US$5.9bn in global investment funds said goodby to dedicated Emerging Markets equity funds during the week ending June 20, 2018. After several weeks of steady outflows, last week marked the largest weekly funds outflows for EMs since September 2015, when things looked genuinely bleak on the back of Fed tightening, USD strength and a relentless five-year down-cycle for commodities.
Equally noteworthy: US$4.7bn of EM outflows stems from ETFs (passive investment products), while EM bond funds reported outflows of US$1.2bn and Japan-oriented funds saw outflows of US$2.9bn. All the while, EU equity funds have now witnessed 14 weeks of net funds outflows; the second longest streak since 2010.
In other words: globally, investors are turning more cautious on the synchronised global growth story that has dominated views and asset allocations since late 2016. Throughout 2018, 'synchronised' has steadily turned into 'de-synchronised' with corporate profits and economic progress in the US looking healthy and strong, but with momentum elsewhere deflating.
With the Federal Reserve turning more hawkish, and the US dollar rediscovering its mojo, a number of global strategists are reviewing their exposure to Emerging Markets, traditionally viewed as beneficiaries of a weaker greenback.
This year's weakness in Asian share markets, including in China, coincides with weakness in European markets and quite a number of equity strategists are now weighing up the prospect that these markets might have peaked for the time being, which then justifies reduced exposure and a more cautious/defensive portfolio composition.
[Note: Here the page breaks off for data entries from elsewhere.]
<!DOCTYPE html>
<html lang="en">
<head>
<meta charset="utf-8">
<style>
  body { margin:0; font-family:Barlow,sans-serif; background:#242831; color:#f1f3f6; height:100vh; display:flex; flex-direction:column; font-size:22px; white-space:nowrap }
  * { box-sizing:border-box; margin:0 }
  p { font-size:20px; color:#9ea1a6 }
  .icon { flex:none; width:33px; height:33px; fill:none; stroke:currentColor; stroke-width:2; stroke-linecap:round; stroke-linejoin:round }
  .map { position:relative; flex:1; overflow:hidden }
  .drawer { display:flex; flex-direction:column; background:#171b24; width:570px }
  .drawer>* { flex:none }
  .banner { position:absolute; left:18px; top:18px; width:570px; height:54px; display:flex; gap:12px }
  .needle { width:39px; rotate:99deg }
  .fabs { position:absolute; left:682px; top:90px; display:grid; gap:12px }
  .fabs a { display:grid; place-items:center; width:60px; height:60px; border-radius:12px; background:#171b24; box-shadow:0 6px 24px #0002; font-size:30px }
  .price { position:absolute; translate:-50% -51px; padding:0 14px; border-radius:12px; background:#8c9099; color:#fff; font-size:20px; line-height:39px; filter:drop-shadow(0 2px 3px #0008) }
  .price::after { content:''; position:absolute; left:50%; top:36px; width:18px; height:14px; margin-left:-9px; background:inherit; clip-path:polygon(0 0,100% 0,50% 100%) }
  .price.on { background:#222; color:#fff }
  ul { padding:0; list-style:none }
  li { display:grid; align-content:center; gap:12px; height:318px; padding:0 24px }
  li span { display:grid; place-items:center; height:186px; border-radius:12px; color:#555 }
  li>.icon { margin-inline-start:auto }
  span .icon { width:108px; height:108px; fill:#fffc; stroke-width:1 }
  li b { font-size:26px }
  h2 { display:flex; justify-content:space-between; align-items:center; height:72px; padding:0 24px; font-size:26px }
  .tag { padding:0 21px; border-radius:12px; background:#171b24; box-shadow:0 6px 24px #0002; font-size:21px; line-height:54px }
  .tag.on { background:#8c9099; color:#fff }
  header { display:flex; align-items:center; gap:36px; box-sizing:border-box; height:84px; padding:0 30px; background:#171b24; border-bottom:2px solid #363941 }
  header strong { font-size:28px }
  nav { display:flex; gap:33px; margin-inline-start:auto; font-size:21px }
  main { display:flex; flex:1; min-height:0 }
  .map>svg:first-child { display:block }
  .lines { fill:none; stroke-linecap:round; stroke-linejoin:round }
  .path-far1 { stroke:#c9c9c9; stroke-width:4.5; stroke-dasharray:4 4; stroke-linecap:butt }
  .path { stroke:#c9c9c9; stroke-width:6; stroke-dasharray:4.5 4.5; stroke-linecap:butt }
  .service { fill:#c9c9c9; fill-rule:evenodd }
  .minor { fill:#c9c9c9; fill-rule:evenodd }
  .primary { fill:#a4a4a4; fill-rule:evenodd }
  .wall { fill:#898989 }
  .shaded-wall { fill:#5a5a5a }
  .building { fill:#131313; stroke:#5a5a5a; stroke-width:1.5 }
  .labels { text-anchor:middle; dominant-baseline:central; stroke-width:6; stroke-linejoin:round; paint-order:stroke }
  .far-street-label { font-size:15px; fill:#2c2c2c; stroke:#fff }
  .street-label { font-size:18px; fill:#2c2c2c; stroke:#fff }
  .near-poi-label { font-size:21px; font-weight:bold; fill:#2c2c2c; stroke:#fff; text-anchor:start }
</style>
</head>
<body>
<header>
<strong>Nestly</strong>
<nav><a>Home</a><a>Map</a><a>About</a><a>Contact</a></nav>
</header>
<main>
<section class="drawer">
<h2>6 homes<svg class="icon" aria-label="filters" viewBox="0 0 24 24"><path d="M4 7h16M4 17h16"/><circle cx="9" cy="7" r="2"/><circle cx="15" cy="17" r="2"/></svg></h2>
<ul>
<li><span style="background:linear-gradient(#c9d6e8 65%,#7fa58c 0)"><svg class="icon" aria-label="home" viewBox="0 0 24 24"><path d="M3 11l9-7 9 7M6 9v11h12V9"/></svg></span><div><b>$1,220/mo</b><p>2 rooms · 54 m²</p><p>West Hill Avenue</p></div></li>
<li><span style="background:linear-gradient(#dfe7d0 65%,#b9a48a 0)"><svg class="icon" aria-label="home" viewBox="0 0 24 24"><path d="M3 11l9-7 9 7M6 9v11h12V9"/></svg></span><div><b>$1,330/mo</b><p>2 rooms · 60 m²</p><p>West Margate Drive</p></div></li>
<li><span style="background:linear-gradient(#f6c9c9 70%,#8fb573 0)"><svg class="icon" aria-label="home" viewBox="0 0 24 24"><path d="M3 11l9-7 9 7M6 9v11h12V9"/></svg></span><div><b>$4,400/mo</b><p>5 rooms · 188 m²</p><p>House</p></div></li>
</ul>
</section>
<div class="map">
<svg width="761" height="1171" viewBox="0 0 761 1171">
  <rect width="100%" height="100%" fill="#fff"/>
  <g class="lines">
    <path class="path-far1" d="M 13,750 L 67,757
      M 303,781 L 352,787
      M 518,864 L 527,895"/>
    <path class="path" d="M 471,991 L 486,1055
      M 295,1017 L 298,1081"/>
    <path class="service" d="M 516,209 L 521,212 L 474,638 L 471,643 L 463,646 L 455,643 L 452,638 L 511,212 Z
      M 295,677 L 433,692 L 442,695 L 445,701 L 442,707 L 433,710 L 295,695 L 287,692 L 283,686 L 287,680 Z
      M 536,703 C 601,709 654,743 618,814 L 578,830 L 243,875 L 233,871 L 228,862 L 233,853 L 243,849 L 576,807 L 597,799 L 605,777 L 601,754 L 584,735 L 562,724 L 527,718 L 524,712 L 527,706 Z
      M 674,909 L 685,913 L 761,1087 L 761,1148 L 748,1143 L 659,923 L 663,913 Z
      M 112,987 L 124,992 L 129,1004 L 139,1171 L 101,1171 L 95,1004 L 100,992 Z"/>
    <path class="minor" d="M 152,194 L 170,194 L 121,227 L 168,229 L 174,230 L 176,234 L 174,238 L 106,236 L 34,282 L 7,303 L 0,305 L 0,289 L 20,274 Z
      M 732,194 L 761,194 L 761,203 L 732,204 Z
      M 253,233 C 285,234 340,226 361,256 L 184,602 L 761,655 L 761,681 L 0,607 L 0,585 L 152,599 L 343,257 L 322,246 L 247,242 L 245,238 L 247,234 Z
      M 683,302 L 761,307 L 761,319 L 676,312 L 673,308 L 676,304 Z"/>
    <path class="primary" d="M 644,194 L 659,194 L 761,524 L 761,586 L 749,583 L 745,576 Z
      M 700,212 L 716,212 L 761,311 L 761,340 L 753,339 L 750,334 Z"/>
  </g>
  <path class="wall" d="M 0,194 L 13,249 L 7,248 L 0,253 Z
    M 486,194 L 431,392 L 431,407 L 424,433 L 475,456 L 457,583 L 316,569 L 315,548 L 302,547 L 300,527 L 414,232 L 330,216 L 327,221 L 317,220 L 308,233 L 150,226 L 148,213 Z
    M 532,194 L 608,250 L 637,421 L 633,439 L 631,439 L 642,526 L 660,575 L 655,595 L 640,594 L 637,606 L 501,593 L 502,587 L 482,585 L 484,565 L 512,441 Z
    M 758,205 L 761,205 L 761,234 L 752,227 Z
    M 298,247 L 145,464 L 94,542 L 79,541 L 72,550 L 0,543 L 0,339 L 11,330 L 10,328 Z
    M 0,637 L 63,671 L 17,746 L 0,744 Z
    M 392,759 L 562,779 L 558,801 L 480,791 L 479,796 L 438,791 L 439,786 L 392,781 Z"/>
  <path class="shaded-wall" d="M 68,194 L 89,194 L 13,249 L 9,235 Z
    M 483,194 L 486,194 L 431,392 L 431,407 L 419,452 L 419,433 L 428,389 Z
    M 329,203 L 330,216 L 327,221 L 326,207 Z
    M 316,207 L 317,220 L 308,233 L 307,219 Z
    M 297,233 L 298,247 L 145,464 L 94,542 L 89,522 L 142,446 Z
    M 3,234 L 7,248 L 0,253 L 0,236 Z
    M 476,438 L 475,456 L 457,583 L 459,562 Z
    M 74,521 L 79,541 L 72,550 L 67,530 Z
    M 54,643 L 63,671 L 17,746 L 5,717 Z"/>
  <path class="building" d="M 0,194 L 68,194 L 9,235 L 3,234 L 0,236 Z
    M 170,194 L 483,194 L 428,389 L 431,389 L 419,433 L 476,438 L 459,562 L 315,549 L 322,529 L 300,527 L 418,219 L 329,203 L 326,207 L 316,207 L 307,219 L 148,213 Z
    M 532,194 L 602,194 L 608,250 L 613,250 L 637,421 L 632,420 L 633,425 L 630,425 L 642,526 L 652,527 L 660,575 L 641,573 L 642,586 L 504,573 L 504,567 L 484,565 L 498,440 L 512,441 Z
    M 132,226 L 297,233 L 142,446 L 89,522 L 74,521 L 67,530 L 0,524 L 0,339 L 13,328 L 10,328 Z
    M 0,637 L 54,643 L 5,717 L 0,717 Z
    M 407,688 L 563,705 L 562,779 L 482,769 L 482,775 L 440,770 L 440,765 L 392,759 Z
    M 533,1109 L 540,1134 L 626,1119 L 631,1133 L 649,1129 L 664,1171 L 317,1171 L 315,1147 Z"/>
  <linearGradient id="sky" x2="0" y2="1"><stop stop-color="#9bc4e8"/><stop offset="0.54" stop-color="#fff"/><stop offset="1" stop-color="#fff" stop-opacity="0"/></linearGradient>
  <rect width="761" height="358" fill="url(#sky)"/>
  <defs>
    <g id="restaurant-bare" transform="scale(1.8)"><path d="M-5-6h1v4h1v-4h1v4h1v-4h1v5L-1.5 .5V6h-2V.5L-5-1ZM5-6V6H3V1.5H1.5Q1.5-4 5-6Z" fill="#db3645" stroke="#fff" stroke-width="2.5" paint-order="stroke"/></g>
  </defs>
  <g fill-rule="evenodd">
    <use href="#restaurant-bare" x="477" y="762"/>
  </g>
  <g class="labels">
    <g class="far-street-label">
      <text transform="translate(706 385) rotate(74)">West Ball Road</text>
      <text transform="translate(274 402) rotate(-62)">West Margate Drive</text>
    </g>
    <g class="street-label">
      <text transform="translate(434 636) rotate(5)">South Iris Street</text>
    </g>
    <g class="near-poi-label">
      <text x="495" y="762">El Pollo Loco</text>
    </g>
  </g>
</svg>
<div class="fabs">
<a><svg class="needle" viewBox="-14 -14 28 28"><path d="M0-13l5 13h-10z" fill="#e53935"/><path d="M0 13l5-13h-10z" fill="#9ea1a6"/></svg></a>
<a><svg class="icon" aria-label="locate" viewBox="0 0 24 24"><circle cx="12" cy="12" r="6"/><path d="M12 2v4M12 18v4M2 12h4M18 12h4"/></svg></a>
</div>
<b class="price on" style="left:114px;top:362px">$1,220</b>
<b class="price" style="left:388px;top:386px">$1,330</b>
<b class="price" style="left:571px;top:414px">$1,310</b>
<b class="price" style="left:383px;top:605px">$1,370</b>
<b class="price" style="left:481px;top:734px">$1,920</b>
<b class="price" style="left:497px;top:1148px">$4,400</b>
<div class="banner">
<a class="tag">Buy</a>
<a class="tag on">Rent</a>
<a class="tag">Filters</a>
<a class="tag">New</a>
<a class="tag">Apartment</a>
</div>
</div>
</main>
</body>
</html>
This year's divergence among global equities has been captured in the chart below, thanks to Longview Economics.
What is not included in Longview's chart is that Australian indices have become unexpected beneficiaries from the global rotation, even with the Australian dollar losing more than US2c in two weeks. Traditionally, foreign funds tend to avoid the ASX when the Aussie is facing weakness as it erodes the value of their allocated funds when translated back in the original currency. Somehow this hasn't been the case this time around.
AUD/USD rallied above 81c in January, then fell and range traded between 76-78c, before falling below 74c last week. Yet major equity indices have rallied beyond their early January high and are setting new post-GFC record highs.
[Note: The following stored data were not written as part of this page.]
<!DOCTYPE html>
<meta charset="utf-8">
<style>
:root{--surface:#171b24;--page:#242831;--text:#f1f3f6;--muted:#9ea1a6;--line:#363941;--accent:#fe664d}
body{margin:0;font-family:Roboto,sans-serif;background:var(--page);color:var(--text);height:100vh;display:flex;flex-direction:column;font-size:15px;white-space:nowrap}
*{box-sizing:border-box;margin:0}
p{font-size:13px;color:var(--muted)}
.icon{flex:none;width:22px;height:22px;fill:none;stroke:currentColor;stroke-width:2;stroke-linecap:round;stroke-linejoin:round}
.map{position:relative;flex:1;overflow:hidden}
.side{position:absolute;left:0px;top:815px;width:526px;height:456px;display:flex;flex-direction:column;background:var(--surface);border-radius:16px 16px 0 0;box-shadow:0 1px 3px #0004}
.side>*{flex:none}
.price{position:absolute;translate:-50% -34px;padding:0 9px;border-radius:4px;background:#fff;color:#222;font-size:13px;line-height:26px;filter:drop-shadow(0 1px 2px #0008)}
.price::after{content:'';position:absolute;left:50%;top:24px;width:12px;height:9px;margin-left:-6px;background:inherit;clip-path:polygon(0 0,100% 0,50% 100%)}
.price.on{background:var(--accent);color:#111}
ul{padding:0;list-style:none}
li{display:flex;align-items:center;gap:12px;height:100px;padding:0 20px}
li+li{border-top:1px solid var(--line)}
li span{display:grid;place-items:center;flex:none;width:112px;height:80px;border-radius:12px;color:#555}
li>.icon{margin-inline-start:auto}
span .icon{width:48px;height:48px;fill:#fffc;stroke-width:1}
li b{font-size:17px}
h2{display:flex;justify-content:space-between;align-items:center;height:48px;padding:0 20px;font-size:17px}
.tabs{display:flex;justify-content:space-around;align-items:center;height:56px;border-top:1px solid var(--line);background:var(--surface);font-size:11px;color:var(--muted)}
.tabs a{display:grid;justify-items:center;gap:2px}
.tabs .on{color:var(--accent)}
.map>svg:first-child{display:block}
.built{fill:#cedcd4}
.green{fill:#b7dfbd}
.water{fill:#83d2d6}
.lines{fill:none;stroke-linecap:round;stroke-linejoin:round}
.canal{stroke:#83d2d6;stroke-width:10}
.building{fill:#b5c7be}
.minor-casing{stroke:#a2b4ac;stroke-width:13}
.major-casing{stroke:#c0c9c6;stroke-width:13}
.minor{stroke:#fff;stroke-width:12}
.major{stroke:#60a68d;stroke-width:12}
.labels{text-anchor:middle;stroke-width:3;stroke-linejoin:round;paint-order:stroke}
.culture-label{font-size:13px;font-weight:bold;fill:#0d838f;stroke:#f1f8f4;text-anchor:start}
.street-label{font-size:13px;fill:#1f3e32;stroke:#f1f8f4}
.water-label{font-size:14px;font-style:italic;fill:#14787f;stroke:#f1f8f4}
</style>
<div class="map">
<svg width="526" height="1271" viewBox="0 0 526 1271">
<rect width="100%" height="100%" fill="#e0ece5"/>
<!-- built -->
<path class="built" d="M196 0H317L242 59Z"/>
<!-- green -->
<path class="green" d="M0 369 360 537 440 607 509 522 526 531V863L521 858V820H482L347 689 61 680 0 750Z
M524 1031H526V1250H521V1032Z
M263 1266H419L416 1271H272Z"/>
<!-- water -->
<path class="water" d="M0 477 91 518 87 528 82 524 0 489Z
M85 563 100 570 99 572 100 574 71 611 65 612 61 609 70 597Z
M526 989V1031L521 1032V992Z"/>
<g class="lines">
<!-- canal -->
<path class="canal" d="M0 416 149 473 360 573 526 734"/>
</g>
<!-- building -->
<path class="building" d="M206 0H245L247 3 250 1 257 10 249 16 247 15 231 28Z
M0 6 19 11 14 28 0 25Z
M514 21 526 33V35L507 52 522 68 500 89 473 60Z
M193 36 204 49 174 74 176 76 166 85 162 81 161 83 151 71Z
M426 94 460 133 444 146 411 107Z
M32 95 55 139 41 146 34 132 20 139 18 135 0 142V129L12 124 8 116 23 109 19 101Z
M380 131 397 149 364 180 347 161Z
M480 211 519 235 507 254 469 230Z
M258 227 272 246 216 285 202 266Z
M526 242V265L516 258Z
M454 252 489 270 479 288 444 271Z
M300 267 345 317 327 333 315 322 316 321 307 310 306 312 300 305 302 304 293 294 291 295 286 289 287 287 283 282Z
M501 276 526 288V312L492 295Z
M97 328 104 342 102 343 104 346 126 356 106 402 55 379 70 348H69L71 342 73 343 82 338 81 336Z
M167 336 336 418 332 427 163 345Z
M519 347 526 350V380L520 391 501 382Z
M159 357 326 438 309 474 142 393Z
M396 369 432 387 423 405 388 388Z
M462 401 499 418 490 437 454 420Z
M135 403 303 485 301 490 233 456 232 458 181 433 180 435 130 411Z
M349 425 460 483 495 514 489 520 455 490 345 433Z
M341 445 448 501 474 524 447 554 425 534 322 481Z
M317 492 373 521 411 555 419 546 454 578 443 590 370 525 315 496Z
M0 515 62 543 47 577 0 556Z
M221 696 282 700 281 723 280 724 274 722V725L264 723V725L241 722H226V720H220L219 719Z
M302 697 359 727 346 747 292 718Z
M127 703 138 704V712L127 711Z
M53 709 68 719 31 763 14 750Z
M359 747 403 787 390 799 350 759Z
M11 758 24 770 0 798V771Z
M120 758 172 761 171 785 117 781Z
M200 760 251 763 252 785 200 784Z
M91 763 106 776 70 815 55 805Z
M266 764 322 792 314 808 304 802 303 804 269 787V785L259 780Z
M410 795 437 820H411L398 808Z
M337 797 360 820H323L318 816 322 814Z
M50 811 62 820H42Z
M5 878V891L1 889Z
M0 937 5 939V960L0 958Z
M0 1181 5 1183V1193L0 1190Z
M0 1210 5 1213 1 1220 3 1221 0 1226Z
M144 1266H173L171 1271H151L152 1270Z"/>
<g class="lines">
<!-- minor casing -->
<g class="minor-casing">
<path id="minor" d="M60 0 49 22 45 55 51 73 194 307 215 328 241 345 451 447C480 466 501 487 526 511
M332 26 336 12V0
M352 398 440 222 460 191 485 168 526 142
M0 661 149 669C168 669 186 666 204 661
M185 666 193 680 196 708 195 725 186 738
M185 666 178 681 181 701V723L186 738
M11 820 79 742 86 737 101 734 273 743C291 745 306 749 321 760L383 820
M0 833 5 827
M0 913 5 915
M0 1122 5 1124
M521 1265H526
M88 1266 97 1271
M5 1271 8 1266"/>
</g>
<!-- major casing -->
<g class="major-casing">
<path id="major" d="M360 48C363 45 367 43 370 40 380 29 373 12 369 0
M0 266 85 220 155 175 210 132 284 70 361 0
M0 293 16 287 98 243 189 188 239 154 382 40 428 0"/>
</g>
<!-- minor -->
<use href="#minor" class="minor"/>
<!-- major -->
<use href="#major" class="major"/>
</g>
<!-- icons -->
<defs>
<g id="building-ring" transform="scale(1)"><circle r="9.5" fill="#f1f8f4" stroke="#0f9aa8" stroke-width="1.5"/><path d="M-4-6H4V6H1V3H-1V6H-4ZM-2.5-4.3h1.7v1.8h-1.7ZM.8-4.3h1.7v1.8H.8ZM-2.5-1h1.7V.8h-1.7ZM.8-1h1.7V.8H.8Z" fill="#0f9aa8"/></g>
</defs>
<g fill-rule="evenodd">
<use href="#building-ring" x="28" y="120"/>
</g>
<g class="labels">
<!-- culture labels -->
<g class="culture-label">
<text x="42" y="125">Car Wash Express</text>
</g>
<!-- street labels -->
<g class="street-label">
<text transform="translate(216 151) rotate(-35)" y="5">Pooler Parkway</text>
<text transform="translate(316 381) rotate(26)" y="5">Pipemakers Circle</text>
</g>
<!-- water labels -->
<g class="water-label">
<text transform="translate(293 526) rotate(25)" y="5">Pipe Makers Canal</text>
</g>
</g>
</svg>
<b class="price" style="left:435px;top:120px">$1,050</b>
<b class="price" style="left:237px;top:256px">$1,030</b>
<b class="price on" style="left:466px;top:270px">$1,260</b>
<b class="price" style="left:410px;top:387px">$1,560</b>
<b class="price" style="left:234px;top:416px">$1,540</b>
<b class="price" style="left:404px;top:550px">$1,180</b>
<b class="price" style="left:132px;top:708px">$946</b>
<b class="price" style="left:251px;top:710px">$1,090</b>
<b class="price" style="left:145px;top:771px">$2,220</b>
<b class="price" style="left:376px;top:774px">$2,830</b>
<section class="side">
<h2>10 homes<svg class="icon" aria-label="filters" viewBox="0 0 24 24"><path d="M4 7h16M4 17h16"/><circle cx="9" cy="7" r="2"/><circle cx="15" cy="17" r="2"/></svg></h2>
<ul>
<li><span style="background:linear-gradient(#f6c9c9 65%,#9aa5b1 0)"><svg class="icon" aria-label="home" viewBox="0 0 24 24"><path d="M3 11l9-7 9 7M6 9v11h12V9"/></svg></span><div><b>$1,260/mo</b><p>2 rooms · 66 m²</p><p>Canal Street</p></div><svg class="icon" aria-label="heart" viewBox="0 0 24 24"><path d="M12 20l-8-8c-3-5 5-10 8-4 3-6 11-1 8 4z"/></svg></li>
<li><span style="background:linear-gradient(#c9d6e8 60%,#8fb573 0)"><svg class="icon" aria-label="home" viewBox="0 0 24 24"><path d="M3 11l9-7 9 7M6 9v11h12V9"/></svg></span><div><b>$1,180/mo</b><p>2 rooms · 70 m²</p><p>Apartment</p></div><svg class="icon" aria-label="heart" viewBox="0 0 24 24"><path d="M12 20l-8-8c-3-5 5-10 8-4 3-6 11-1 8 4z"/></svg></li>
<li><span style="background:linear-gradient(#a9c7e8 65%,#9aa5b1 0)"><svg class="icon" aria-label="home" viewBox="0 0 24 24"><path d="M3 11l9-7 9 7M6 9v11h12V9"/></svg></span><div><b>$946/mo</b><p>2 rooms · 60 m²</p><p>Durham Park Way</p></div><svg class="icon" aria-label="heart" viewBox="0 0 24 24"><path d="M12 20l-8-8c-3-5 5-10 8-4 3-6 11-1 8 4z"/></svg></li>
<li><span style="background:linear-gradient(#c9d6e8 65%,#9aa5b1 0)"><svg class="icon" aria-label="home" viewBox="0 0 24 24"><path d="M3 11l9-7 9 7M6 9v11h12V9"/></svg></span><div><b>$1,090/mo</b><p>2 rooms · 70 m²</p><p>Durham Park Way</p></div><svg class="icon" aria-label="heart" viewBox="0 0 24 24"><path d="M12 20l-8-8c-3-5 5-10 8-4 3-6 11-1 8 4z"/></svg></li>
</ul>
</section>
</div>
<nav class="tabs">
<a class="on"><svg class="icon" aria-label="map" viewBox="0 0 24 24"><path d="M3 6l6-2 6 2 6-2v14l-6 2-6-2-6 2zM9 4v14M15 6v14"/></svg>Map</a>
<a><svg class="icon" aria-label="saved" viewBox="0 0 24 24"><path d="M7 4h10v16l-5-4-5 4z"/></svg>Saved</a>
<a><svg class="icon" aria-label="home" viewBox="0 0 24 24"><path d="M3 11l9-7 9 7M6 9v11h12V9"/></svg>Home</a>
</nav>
The Australian share market, traditionally seen as a benchmark for global growth and risk appetite, has turned into a safe haven for global investors worried the US might become the last one standing tall when all others are starting to reveal their weaknesses.
Just how healthy and sustainable things are in the US remains an ongoing topic of public debate. One thing cannot be denied and that is that corporate profits and economic data and indicators post Trump tax cuts thus far are truly standing out in a world that is increasingly revealing its dichotomy.